Rumah Impian

3
103

Tak ada yang tak heran dengan Pak Tarto. Lelaki paruh baya yang tinggal hanya bersama istrinya itu, selalu mengumpulkan bahan bangunan di samping rumahnya yang reyot. Tak banyak, hanya beberapa tumpuk bata, batu kerikil, sedikit pasir, dan kayu-kayu jati yang masih gelondongan. Setiap bulan tumpukan itu bertambah, tapi hanya sedikit demi sedikit. Entah darimana dia mendapatkannya, yang jelas warga tahu kalau Pak Tarto tidak mencuri. Dia orang yang jujur. Meskipun miskin, tak sekali pun pak Tarto menyusahkan tetangganya.

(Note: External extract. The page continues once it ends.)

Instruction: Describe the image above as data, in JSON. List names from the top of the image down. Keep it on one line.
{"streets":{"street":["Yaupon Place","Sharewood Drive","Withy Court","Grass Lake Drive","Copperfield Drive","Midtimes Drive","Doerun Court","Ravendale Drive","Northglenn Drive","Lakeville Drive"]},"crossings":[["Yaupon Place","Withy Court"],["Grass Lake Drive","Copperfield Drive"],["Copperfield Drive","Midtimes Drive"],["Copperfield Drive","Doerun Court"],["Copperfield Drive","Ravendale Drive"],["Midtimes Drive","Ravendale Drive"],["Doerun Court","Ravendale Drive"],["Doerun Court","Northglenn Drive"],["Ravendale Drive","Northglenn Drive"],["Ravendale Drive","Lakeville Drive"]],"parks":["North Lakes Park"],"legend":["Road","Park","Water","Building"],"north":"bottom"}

Tumpukan material di samping rumahnya sudah berbilang tahun. Tak ada yang tahu persis hendak diapakan barang itu. Sambil mengumpulkan, Pak Tarto yang juga Pak Bon di sebuah sekolah, selalu menghabiskan waktu sebelum dan sesudah kerjanya di pekarangan rumah. Mengukur, mematok bahkan kadang menggali. Semua dilakukannya dengan gembira, seolah tanah warisan nenek moyangnya itu adalah satu-satunya harta yang paling bernilai.

Kali ini tanggal muda. Sepulang dari sekolah Pak Tarto membawa satu karung pasir, diletakkannya di boncengan belakang sepeda kumbang bututnya. Wajahnya cerah dengan senyum yang selalu mengembang. Dalam bayangannya, sesuatu yang diidamkannya selama ini akan segera terwujud.

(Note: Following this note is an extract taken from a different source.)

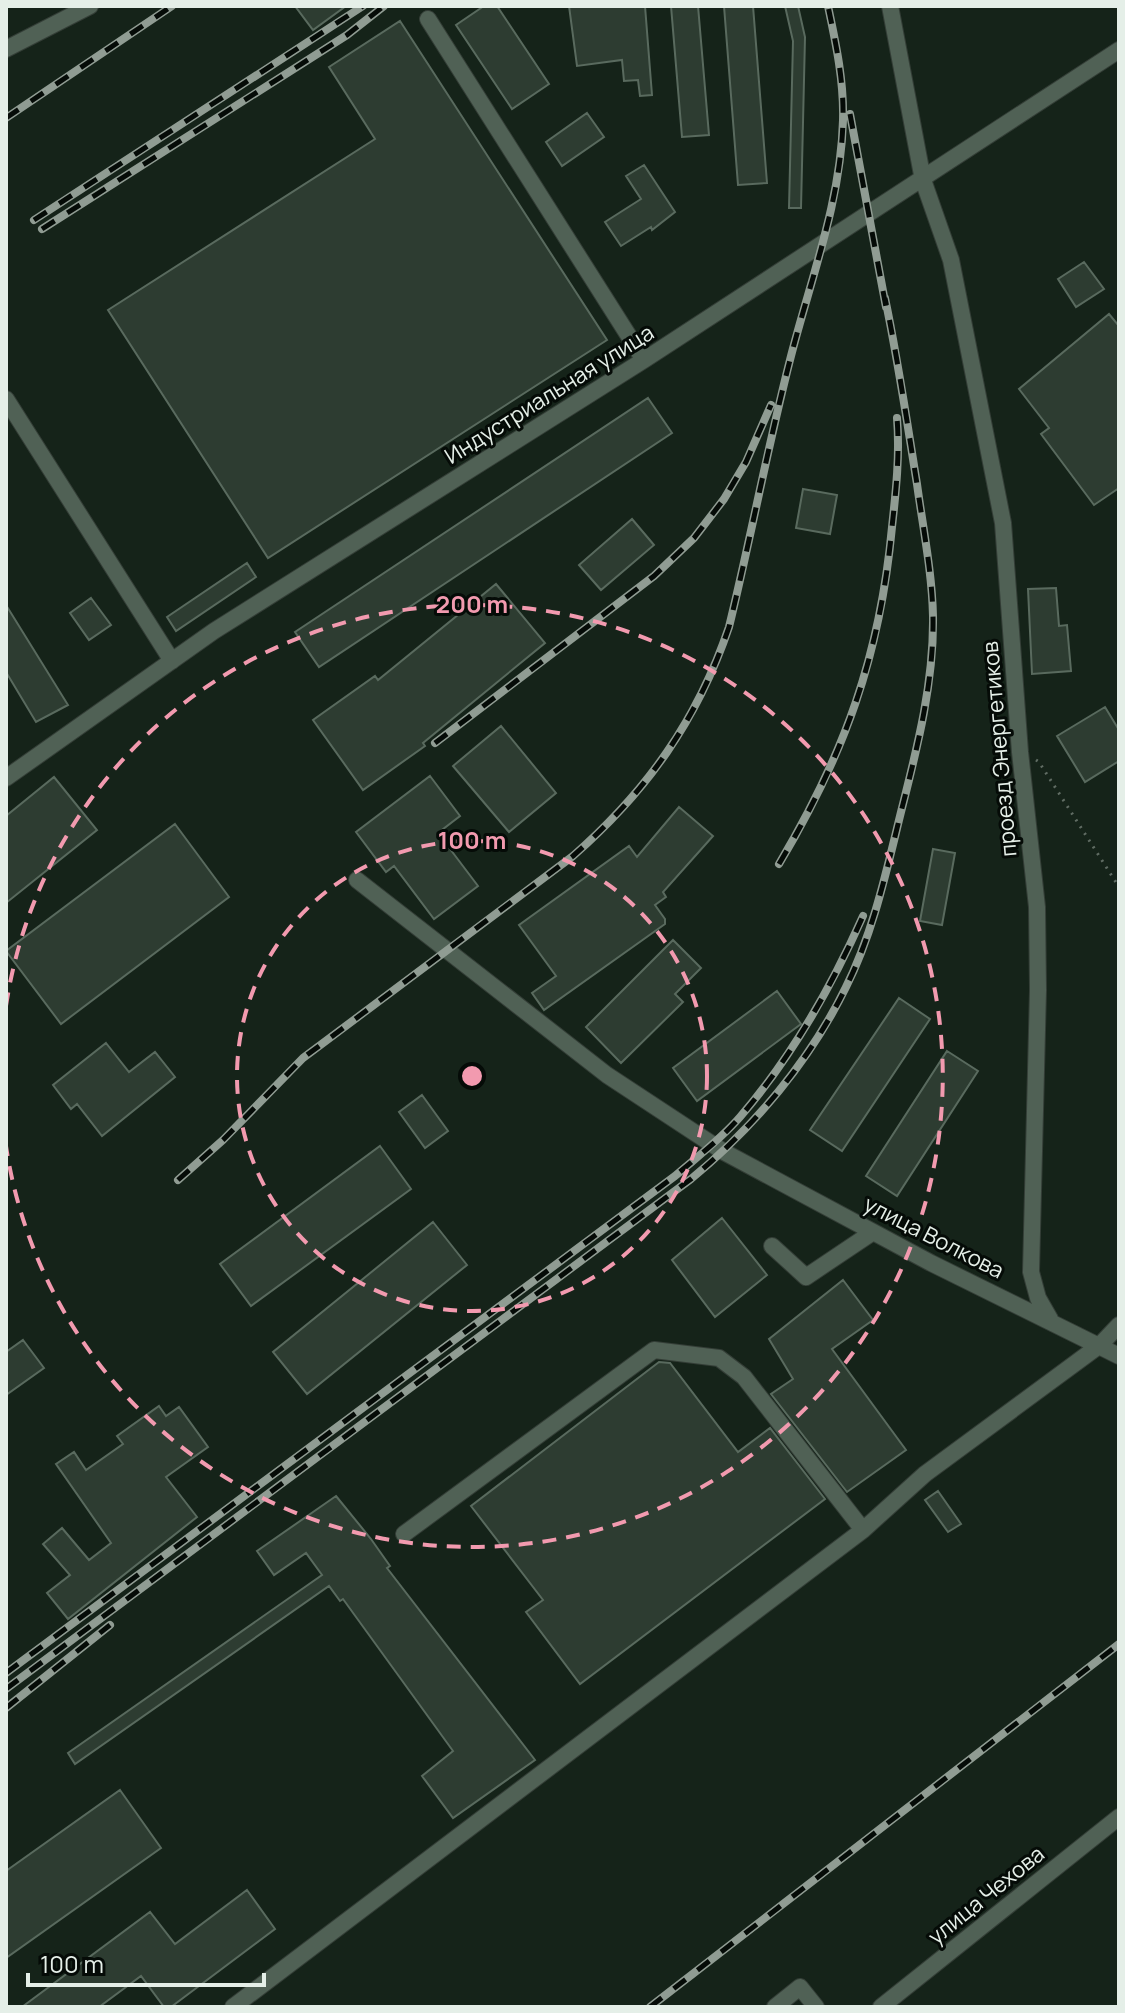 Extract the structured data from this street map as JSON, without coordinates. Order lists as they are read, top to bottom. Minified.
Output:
{"streets":{"street":["Индустриальная улица","проезд Энергетиков","улица Волкова","улица Чехова"]},"crossings":[["Индустриальная улица","проезд Энергетиков"],["проезд Энергетиков","улица Волкова"]],"scale_bar":"100 m","rings":["200 m","100 m"]}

Monggo, Pak…!” sapanya saat melewati Pak Lurah yang sedang menyiram bunganya di halaman.

Nggihmonggo Pak Tarto, bawa apa itu kok besar sekali?” sahut pak Lurah, tak lebih dari sekadar basa-basi. Ia hanya melirik karung yang di boncengan Pak Tarto.

“Cuma sedikit pasir, Pak,” jawab Pak Tarto.

“Pasir? Mau buat apa? Saya lihat di rumahmu sudah menumpuk pasir,” sahut pak Lurah sambil tetap melanjutkan pekerjaannya.

Pak Tarto hanya tersenyum sambil pamitan berlalu.

*****

“Pak, kalau mimpi itu mbok ya jangan tinggi-tinggi. Nanti kalau jatuh sakit lho!” ujar istri Pak Tarto, sambil menyapu halamannya. Di sebelahnya, suaminya sedang menghaluskan kayu yang kemarin-kemarin telah digergajinya dengan ukuran tertentu. Bunyi pasak yang beradu dengan kayu jati itu menimbulkan irama teratur.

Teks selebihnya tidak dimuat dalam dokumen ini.